With the world as his arena, the secretary of commerce took it upon himself to wage war on foreign cartels. Although he had no qualms about the very high Fordney-McCumber tariff, which created a formidable barrier for European businesses seeking to sell their goods in America, he viewed manipulation of markets by other governments as unconscionable. He attacked a Franco-German potash syndicate, whose menace he exaggerated, and, to foil Brazil’s scheme to jack up the cost of coffee, he cut off loans to São Paulo and prompted the creation of a national coffee association in the United States. His biggest battle was with John Bull. When the British colonial secretary Winston Churchill fathered a scheme to boost the world price of rubber, Hoover, concerned about the impact on the vital U.S. automobile industry, struck back. By prodding Firestone and other tire makers to expand rubber plantations in Africa and Asia and by encouraging conservation measures, he drove down the price of rubber from $1.21 to 40¢ a pound. His actions took a bit of the edge off the long-standing charge that he was a craven Anglophile.
While attending to his manifold duties at Commerce, Hoover continued to head the American Relief Administration, which sped food to famine-sufferers in Soviet Russia. Throughout his life, he fiercely opposed recognition of the USSR, but when, at a public
gathering, a woman charged that American aid buttressed Bolshevism, he got up and, pounding his fist on a table, shouted, “Twenty million people are starving. Whatever their politics, they shall be fed!” From the September day in 1921 when the SS Phoenix, carrying seven hundred tons of food, sailed into Petrograd through all of 1922 and into 1923, Hoover’s ARA sustained fifteen million people daily. He carried out this vast enterprise with a small cadre of Americans, most of them unpaid—again assuring him that, in crisis, the country could rely on dedicated volunteers.

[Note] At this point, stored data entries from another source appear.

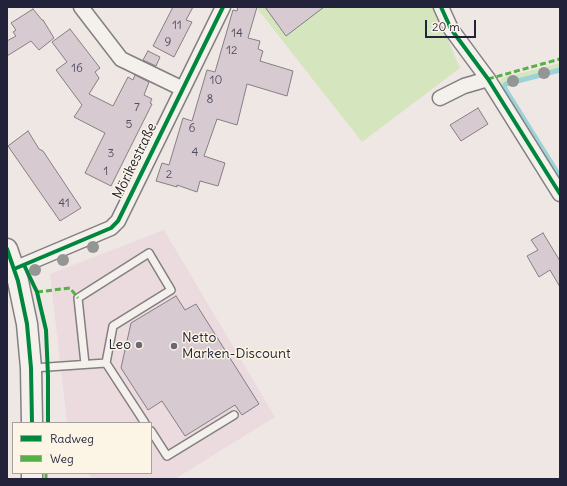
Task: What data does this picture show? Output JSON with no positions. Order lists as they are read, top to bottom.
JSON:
{
  "streets": {
    "street": ["Mörikestraße"]
  },
  "places": ["Leo", "Netto Marken-Discount"],
  "house_numbers": [
    "11",
    "14",
    "9",
    "12",
    "16",
    "10",
    "8",
    "7",
    "5",
    "6",
    "4",
    "3",
    "1",
    "2",
    "41"
  ],
  "legend": ["Radweg", "Weg"],
  "scale_bar": "20 m"
}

The consequences of this endeavor were double-edged. Maxim Gorky wrote Hoover: “In the past year you have saved from death three and one-half million children, five and one-half million adults … . In the history of practical humanitarianism I know of no accomplishment which in … magnitude and generosity can be compared to the relief that you have actually accomplished.” Decades later, Aleksandr Solzhenitsyn lauded the American effort in the Volga region in almost the same words. But the operation also had an outcome that Hoover neither intended nor welcomed. George Kennan concluded that Hoover’s benefaction had “importantly aided” the Kremlin, “not just in its economic undertakings, but in its political prestige and capacity for survival.”
These forays into international affairs led Hoover to clash with Hughes, Mellon, and even the president. They all believed that the government was duty-bound to safeguard overseas investments, while Hoover wanted to ensure that businessmen did not take risks that might require armed intervention by U.S. forces. He maintained that bankers, instead of being at liberty to invest abroad however they pleased, required government guidance. Loans, he argued, should go only for “reproductive” activities, never for armaments, but he could not get Coolidge or Mellon to agree to regulate lending.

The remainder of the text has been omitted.